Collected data
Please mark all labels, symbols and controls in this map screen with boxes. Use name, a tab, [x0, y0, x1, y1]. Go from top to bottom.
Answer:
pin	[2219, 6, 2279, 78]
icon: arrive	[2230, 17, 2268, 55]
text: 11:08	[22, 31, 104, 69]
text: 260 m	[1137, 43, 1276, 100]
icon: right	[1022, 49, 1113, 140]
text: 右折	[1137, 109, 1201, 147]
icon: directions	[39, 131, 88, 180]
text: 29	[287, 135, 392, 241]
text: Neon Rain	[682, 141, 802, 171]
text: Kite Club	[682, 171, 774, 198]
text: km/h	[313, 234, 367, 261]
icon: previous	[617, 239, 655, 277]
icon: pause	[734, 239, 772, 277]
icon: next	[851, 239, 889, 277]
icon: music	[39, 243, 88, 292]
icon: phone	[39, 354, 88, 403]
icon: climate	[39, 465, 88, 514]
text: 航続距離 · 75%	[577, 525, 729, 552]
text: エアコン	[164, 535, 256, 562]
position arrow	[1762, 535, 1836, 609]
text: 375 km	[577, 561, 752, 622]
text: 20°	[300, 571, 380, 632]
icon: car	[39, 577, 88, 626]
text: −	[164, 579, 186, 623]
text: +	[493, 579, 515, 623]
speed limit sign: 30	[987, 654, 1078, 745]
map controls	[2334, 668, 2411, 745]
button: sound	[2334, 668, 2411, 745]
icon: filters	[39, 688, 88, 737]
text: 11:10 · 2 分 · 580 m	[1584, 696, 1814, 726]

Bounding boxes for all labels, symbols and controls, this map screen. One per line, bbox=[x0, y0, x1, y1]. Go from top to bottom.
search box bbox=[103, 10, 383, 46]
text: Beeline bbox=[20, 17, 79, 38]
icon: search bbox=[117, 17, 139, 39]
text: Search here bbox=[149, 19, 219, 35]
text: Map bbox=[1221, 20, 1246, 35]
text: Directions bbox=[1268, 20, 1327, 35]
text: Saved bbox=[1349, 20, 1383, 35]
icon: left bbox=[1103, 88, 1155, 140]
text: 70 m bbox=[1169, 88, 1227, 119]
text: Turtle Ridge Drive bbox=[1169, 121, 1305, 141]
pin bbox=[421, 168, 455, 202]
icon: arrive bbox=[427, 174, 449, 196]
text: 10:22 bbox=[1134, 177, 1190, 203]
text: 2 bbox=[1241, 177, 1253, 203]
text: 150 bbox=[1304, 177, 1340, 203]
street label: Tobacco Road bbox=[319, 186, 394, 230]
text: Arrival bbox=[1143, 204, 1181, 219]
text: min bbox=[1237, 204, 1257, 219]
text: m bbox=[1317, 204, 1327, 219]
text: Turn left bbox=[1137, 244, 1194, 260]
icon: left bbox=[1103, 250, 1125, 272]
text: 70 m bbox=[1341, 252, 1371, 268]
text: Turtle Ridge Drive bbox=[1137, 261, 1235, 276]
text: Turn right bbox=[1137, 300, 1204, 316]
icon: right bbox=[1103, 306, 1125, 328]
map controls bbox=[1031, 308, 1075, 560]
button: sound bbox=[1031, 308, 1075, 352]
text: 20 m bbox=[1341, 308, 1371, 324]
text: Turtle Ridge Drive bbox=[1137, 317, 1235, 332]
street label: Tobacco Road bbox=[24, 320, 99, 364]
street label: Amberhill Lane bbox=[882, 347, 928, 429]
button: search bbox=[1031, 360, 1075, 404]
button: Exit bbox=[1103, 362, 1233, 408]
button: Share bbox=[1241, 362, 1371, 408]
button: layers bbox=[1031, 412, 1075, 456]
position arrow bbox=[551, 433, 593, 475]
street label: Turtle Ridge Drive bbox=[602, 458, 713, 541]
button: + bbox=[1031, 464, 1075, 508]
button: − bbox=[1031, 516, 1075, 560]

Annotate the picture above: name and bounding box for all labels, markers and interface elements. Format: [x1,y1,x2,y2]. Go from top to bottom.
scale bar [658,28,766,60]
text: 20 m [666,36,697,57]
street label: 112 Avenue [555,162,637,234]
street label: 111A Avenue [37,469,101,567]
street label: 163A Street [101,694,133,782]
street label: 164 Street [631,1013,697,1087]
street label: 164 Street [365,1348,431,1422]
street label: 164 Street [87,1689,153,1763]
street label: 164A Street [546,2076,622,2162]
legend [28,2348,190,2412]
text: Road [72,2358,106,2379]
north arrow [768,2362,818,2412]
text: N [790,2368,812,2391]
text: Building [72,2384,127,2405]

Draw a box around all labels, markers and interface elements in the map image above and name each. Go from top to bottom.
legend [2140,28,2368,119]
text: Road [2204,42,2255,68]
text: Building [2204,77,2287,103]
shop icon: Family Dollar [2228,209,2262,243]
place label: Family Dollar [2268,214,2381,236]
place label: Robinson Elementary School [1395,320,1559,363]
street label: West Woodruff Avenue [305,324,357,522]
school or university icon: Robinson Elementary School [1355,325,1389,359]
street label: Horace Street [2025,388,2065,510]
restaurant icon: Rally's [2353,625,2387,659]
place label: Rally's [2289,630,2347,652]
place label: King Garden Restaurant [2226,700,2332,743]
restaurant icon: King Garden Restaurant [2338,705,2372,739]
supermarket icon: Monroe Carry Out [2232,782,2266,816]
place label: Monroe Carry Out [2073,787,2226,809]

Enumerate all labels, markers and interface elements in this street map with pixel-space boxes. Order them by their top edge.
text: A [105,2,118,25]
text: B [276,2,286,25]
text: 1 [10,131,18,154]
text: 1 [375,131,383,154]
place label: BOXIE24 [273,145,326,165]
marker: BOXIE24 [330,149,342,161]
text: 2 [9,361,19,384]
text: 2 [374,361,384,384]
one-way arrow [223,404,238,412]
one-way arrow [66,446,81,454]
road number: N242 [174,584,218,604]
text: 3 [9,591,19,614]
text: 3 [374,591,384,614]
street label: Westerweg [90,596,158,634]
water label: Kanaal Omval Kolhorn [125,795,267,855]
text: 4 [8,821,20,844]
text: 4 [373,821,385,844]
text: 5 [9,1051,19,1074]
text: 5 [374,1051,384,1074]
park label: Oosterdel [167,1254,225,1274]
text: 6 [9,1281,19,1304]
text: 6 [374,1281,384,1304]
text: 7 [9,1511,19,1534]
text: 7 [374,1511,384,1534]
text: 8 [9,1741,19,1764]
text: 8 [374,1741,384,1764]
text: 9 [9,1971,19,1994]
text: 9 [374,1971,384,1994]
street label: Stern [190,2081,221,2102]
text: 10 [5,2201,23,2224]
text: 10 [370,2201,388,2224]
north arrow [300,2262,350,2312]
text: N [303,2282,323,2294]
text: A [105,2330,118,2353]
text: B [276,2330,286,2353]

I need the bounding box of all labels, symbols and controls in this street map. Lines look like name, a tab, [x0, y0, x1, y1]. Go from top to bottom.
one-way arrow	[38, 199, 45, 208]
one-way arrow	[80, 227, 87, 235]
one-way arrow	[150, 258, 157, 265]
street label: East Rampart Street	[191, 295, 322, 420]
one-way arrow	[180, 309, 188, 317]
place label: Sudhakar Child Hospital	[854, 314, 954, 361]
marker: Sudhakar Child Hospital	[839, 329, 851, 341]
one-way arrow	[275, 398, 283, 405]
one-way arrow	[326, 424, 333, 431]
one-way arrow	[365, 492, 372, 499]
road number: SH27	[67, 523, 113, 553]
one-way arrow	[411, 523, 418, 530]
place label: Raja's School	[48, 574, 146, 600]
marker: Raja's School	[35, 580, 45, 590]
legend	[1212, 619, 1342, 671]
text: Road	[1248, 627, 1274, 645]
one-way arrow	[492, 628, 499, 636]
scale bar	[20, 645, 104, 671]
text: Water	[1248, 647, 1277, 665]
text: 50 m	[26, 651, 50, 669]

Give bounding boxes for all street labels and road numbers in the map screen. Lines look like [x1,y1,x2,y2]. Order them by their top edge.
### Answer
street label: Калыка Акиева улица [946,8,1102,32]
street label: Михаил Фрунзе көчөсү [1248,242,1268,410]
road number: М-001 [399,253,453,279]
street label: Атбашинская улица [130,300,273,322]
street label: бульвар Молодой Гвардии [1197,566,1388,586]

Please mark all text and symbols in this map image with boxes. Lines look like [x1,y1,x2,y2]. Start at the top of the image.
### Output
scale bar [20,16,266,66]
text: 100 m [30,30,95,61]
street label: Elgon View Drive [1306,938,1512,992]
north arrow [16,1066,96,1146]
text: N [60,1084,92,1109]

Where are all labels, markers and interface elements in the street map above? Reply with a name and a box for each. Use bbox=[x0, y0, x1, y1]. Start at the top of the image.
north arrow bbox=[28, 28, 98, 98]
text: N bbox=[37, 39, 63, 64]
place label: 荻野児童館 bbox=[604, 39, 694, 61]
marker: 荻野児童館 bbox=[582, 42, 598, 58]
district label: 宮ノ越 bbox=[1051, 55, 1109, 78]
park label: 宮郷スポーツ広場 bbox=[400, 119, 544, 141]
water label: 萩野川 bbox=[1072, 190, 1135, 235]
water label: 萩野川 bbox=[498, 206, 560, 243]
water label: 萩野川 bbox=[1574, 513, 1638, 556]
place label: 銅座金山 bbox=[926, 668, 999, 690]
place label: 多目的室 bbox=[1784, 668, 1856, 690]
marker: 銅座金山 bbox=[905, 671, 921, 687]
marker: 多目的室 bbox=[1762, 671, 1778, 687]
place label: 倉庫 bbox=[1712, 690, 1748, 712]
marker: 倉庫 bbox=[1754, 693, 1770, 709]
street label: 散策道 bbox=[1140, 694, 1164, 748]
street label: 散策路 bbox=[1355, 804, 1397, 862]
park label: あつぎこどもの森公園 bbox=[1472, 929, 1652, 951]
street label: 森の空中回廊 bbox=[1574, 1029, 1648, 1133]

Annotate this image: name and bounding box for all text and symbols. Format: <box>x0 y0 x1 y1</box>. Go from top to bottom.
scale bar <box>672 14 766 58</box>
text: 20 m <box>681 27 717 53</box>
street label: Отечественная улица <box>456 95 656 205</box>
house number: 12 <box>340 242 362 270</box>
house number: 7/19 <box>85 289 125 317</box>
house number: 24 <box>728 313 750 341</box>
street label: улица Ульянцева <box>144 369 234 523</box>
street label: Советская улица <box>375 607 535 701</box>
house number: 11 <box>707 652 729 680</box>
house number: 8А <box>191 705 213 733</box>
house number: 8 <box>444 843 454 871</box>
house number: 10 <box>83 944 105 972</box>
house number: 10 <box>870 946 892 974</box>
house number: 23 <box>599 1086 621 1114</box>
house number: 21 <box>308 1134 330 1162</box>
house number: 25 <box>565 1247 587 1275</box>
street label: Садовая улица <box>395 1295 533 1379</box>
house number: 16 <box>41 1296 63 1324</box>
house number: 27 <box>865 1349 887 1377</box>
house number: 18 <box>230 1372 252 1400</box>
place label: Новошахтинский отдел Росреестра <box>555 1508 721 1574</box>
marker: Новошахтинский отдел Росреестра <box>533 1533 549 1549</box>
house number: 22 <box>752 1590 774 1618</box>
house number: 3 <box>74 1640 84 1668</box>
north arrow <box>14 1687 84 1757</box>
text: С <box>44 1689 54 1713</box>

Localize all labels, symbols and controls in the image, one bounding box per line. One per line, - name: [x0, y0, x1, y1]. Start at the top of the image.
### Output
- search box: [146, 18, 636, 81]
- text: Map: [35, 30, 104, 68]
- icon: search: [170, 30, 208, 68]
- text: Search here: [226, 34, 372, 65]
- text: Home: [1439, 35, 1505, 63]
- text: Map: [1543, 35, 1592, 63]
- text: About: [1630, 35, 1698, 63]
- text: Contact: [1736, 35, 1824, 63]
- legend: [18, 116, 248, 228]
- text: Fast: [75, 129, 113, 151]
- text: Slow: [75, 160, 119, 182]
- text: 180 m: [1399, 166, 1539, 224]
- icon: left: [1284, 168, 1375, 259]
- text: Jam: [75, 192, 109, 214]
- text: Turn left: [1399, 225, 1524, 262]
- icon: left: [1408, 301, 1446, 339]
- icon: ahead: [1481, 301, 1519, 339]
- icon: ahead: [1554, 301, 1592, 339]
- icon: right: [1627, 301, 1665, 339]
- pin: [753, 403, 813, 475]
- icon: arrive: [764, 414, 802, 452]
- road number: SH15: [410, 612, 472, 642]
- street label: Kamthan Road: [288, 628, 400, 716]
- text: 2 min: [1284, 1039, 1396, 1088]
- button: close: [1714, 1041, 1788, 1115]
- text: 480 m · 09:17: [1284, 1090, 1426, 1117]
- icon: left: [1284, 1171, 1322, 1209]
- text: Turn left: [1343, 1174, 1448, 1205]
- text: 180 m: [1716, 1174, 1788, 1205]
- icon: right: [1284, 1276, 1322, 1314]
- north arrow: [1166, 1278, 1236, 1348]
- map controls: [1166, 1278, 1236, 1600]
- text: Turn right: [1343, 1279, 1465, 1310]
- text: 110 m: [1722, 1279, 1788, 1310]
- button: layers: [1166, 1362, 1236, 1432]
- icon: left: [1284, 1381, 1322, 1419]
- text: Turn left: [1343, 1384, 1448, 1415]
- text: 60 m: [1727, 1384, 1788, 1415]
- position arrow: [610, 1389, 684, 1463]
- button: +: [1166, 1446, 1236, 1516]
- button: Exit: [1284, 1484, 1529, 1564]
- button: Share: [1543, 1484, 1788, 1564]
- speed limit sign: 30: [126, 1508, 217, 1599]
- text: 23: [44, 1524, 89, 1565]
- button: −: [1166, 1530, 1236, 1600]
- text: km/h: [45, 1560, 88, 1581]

*WORK TO BE COMPLETED*
The required output is each line of the entries that contains the word "park".

*WRITTEN RESPONSE*
park label: Oosterdel [167,1254,225,1274]
park label: 宮郷スポーツ広場 bbox=[400, 119, 544, 141]
park label: あつぎこどもの森公園 bbox=[1472, 929, 1652, 951]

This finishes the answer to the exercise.